Return all lines in the data where the string "Training" can be found.

[[ INPUT FOR THIS TASK, beginning ]]

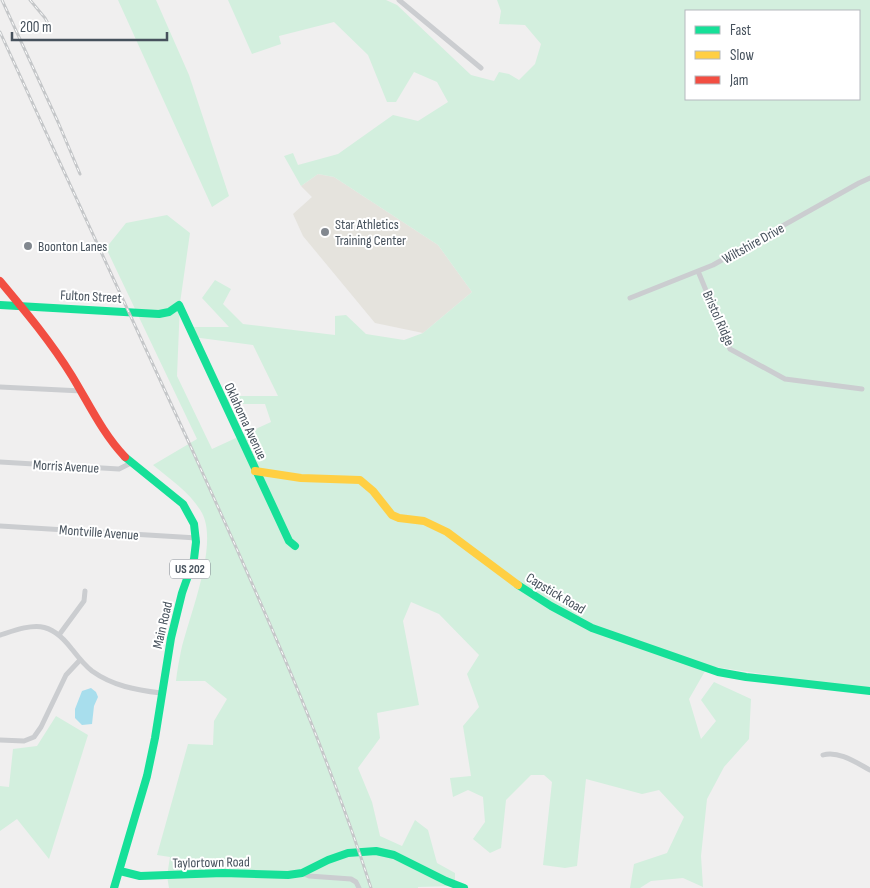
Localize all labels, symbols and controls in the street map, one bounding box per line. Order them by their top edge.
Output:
scale bar [12,10,168,42]
legend [685,10,860,100]
text: 200 m [20,18,52,37]
text: Fast [730,21,752,40]
text: Slow [730,46,754,65]
text: Jam [729,71,748,90]
place label: Star Athletics Training Center [335,216,406,249]
street label: Wiltshire Drive [719,219,787,267]
marker: Star Athletics Training Center [319,226,331,238]
place label: Boonton Lanes [38,238,107,255]
marker: Boonton Lanes [22,240,34,252]
street label: Fulton Street [60,286,122,307]
street label: Bristol Ridge [699,288,738,348]
street label: Oklahoma Avenue [220,380,271,462]
street label: Morris Avenue [32,456,99,477]
street label: Montville Avenue [59,521,139,544]
road number: US 202 [170,560,210,578]
street label: Capstick Road [523,569,589,618]
street label: Main Road [149,600,176,650]
street label: Taylortown Road [172,853,250,872]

[[ INPUT FOR THIS TASK, end ]]

- **COMPLETED TASK**:
place label: Star Athletics Training Center [335,216,406,249]
marker: Star Athletics Training Center [319,226,331,238]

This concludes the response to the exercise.